Former President Mwai Kibaki formally awarding Technical University of Kenya (TUK) its Mace, symbolizing the charter. Photo courtesy of

Former President Mwai Kibaki formally awarding Technical University of Kenya (TUK) its Mace, symbolizing the charter. Photo courtesy of

A decision by Technical University of Kenya (TUK) engineering students alumni to sue the institution for their inability to be registered by the Engineering Board of Kenya (EBK) has triggered the suspension of the engineering courses in the university. Without EBK registration, an engineer will struggle to find good jobs and even start own practice because the license is a core determinant of the ability to delivery.
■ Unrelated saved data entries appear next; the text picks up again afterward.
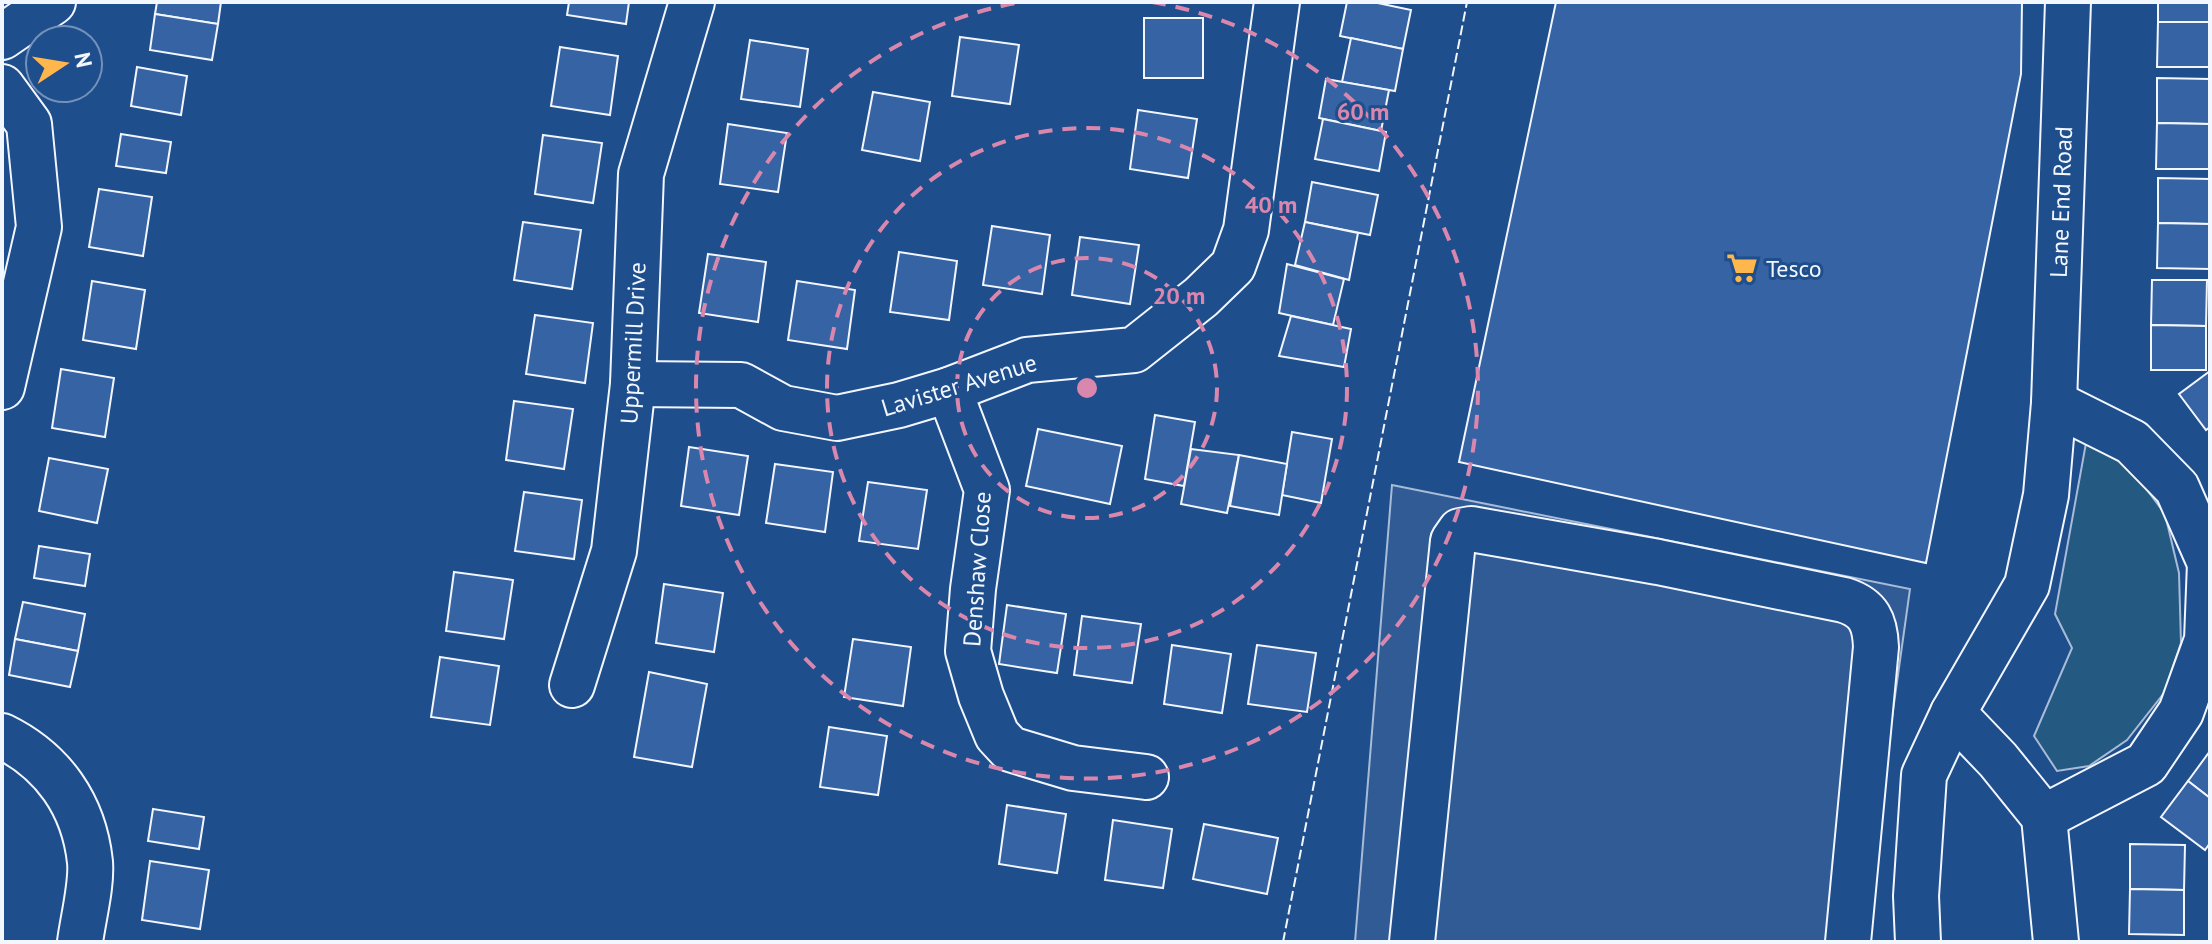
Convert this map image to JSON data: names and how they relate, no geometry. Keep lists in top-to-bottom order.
{
  "streets": {
    "street": [
      "Lane End Road",
      "Uppermill Drive",
      "Lavister Avenue",
      "Denshaw Close"
    ]
  },
  "crossings": [
    ["Uppermill Drive", "Lavister Avenue"],
    ["Lavister Avenue", "Denshaw Close"]
  ],
  "places": {
    "supermarket": ["Tesco"]
  },
  "north": "right",
  "rings": ["60 m", "40 m", "20 m"]
}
In an article published in Business Daily TUK, formerly the Kenya Polytechnic, is said to have frozen admission of fresh learners and teaching of continuing students in the faculty of Engineering Sciences and Technology after EBK listed it among institutions that are not certified to offer the courses.

The affected programmes are undergraduate degree courses in four engineering fields namely civil, mechanical, electrical and chemical.

EBK, established by the Engineers Act (2011) – has powers to approve and accredit engineering programmes at tertiary institutions. It also licenses all engineering graduates to practice the trade in Kenya.

In the suit, about to be filed and seen by Kenya Monitor, the 54 students want their case heard soonest because

“The ends of justice demand that the Petition be heard during the current High Court Vacation to enable the Applicants seek appropriate remedies from this court, as the  Petitioners   are in danger of being rendered unemployed for the rest of their lives.”

The respondents to the case are the Attorney General of Kenya, Technical University of Kenya, The University of Nairobi, The Commission for University Education, Engineers Board of Kenya and the Ministry of Education, Science and Technology. 

The students were admitted to pursue the degree of engineering at the University of Nairobi, in the year 2009. They were then were posted to the Kenya Polytechnic as a constituent college of the University of Nairobi, to undertake their classes, and pursue their degree course. In the suit, they argue that

“The Kenya Polytechnic University College was then chartered into a fully-fledged university whereby, without proper transition process, it absorbed the Petitioners into their university.” 

The students thereby graduated with their respective degrees in engineering from TUK. However it is the refusal to be registered by EBK that has forced them to sue the respondents to ensure they are registered at able to make a living from their academic qualifications.

In the suit, they argue that

“On 18th December, 2013 the Petitioners, contrary to their legitimate expectation of being awarded degrees by the University of Nairobi, were awarded degrees in Bachelors of Engineering Electrical and Electronic Engineering by the Technical University of Kenya.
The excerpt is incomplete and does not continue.